#### How to complete this task:
Check each line of the entries below for the string "roads"; copy every line where it appears.

====== Input for this task

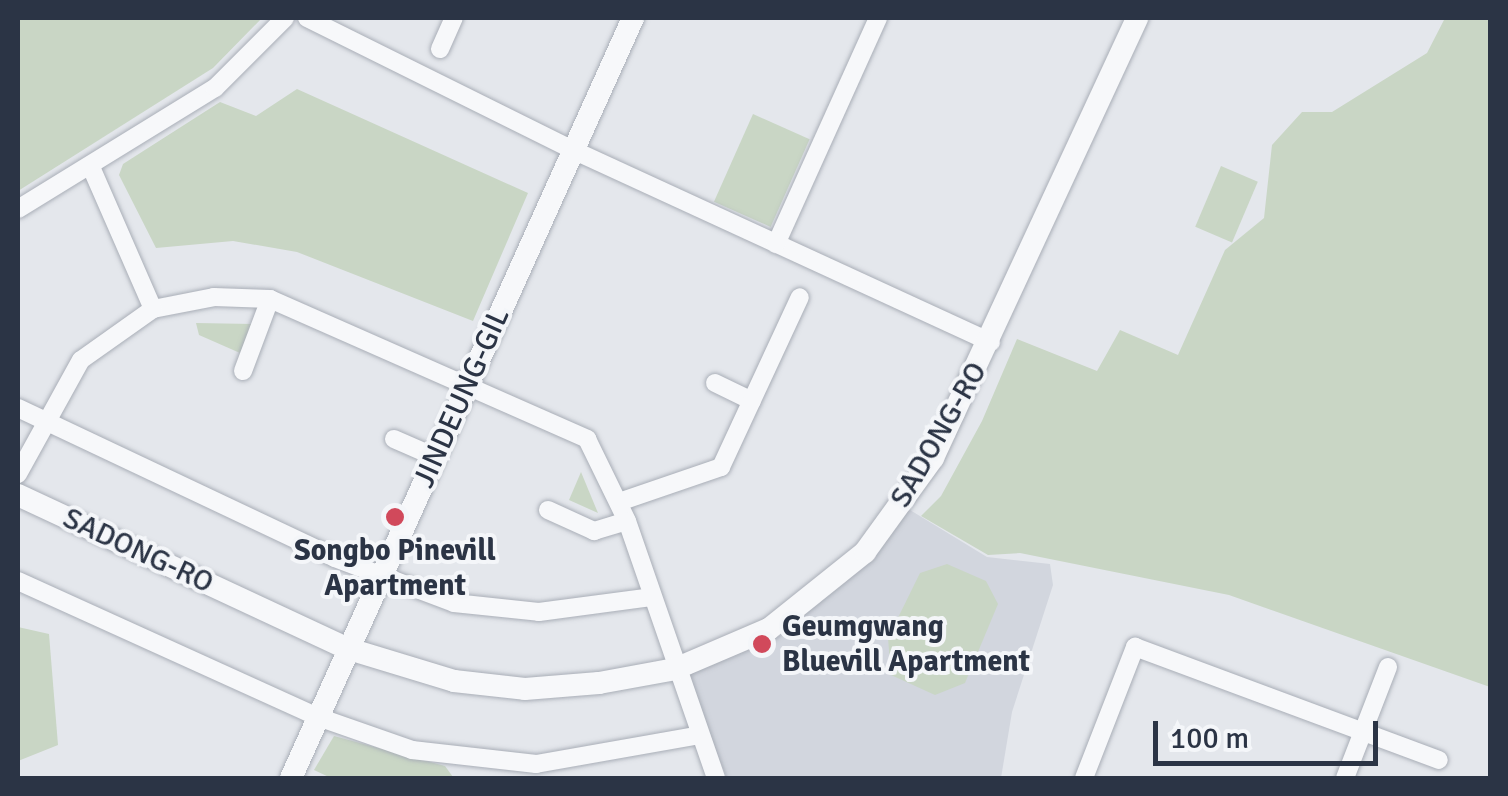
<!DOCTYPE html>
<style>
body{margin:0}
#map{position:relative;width:1508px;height:796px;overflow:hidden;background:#e4e7ec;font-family:Signika,sans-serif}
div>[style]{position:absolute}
.built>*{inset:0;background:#d2d6de}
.green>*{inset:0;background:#c9d6c5;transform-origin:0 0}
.roads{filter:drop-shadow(0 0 2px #a9aeb7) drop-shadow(0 0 2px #a9aeb7)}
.minor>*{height:18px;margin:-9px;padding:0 9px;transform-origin:9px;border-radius:9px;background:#f7f8fa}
.tertiary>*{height:22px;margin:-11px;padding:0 11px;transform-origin:11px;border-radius:11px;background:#f7f8fa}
.dots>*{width:28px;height:28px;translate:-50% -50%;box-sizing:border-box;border:5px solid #f4f6f9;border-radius:50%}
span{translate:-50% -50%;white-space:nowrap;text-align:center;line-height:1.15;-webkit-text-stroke:8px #f4f6f9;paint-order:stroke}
.street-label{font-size:30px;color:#2b3445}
.poi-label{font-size:30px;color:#2b3445;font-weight:700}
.left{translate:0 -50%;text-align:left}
.frame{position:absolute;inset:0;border:20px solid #2b3445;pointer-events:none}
.scale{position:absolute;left:1153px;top:721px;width:225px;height:45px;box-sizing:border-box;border:5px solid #2b3445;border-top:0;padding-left:12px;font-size:30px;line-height:35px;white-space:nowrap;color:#2b3445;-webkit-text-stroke:8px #f4f6f9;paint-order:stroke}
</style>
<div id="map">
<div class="built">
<div style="clip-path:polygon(910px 510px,987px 557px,1050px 564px,1053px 585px,1012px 712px,1001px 778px,727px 778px,685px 675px,782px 635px)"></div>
</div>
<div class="green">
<div style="clip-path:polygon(18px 18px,262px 18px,213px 68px,18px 191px)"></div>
<div style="clip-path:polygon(1445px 18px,1490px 18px,1490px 687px,1229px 595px,1020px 553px,988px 555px,921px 516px,941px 496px,982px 421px,1017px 339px,1097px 371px,1120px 330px,1178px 355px,1225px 250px,1264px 218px,1272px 145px,1302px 112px,1332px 112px,1427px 53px)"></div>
<div style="clip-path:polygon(297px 89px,528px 193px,473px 321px,297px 252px,233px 241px,156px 248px,119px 175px,123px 164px,220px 102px,256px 116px)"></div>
<div style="left:753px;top:114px;width:62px;height:96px;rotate:24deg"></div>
<div style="left:1221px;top:166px;width:40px;height:66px;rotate:23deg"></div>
<div style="clip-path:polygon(196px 323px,253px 324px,240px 353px,199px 335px)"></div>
<div style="clip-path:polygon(581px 472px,598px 513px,569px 500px)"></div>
<div style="clip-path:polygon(947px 564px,986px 581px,998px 604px,965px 683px,935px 695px,891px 675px,888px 638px,920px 573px)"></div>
<div style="clip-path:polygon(18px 627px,49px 634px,58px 745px,18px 761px)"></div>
<div style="clip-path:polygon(334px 736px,445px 766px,453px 777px,331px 778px,314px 770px)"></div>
</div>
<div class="roads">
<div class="minor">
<div style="left:307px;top:18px;width:297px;rotate:26.4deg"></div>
<div style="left:573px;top:150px;width:460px;rotate:24.7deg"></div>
<div style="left:440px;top:49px;width:34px;rotate:-66deg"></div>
<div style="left:18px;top:209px;width:231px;rotate:-31.6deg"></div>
<div style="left:215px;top:88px;width:99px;rotate:-45deg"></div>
<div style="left:776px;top:244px;width:248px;rotate:-65.7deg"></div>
<div style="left:153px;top:309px;width:62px;rotate:-11.1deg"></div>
<div style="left:214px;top:297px;width:56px;rotate:2deg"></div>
<div style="left:270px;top:299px;width:347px;rotate:23.8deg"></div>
<div style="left:587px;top:439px;width:91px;rotate:64deg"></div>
<div style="left:627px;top:521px;width:272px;rotate:70.9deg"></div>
<div style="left:243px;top:371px;width:77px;rotate:-69.4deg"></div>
<div style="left:715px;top:383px;width:41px;rotate:25.9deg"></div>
<div style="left:18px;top:408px;width:351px;rotate:25.3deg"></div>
<div style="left:335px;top:558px;width:127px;rotate:20.7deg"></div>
<div style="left:454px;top:603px;width:85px;rotate:6deg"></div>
<div style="left:539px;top:612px;width:113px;rotate:-7.6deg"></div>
<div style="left:394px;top:439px;width:45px;rotate:23.7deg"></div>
<div style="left:18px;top:474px;width:130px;rotate:-61.1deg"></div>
<div style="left:81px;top:360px;width:88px;rotate:-35.3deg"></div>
<div style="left:153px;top:309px;width:157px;rotate:-113.6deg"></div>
<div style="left:619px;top:502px;width:108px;rotate:-18.9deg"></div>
<div style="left:721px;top:467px;width:187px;rotate:-65.1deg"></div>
<div style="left:548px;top:510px;width:51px;rotate:24.5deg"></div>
<div style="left:594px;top:531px;width:34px;rotate:-17deg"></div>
<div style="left:18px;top:581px;width:329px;rotate:24.4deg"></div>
<div style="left:318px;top:717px;width:100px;rotate:19.3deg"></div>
<div style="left:412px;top:750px;width:125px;rotate:6.4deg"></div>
<div style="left:536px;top:764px;width:167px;rotate:-10deg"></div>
<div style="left:1084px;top:778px;width:141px;rotate:-68.7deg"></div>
<div style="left:1135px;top:647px;width:324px;rotate:20.4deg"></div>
<div style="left:1345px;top:778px;width:119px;rotate:-68.8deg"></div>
</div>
<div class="tertiary">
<div style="left:18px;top:495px;width:365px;rotate:25deg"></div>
<div style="left:349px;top:649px;width:110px;rotate:16.9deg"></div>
<div style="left:454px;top:681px;width:71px;rotate:6.4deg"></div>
<div style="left:525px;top:689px;width:74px;rotate:-4.6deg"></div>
<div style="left:599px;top:683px;width:77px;rotate:-10.4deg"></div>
<div style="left:675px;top:669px;width:102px;rotate:-23.1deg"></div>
<div style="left:769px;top:629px;width:123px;rotate:-38.7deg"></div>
<div style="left:865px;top:552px;width:116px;rotate:-54.1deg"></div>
<div style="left:933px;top:458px;width:485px;rotate:-65.1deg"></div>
<div style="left:291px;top:778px;width:833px;rotate:-65.77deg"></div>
</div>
</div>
<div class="dots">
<div style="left:395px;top:517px;background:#d1495b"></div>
<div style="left:762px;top:644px;background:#d1495b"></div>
</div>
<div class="street-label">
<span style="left:462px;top:398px;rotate:-66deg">JINDEUNG-GIL</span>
<span style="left:939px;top:435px;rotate:-60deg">SADONG-RO</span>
<span style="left:138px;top:551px;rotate:25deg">SADONG-RO</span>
</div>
<div class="poi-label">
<span style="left:395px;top:568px">Songbo Pinevill<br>Apartment</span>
<span class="left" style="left:782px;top:644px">Geumgwang<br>Bluevill Apartment</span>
</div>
<div class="frame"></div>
<div class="scale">100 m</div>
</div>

============

#### Response area:
.roads{filter:drop-shadow(0 0 2px #a9aeb7) drop-shadow(0 0 2px #a9aeb7)}
<div class="roads">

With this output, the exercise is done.